=== Begin Enclosure ===

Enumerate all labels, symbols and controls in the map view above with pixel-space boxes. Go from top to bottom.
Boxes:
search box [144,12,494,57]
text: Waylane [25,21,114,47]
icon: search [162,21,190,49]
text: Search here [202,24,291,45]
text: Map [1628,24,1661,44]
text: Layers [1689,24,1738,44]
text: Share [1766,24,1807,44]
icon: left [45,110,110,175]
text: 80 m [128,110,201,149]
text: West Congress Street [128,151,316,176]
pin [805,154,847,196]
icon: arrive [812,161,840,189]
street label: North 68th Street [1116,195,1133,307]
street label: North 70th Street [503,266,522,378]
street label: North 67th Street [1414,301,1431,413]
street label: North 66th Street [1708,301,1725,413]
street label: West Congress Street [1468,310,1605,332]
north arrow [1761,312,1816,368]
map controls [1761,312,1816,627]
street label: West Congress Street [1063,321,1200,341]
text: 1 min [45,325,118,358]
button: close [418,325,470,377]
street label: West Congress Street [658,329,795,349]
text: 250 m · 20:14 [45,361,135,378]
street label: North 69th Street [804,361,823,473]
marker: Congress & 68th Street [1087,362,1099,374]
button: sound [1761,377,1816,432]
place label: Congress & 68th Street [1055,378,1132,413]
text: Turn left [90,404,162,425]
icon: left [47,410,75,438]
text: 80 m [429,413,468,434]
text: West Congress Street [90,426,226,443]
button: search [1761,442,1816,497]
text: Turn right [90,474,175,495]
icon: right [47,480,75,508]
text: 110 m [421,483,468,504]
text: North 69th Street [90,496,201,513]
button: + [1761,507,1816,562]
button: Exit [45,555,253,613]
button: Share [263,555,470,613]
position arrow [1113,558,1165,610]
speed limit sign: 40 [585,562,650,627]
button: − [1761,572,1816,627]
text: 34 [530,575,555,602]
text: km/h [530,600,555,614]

=== End Enclosure ===

### [THE TASK]
Copy every line of the listing containing the string "right".

### [PROBLEM SOLUTION]
text: Turn right [90,474,175,495]
icon: right [47,480,75,508]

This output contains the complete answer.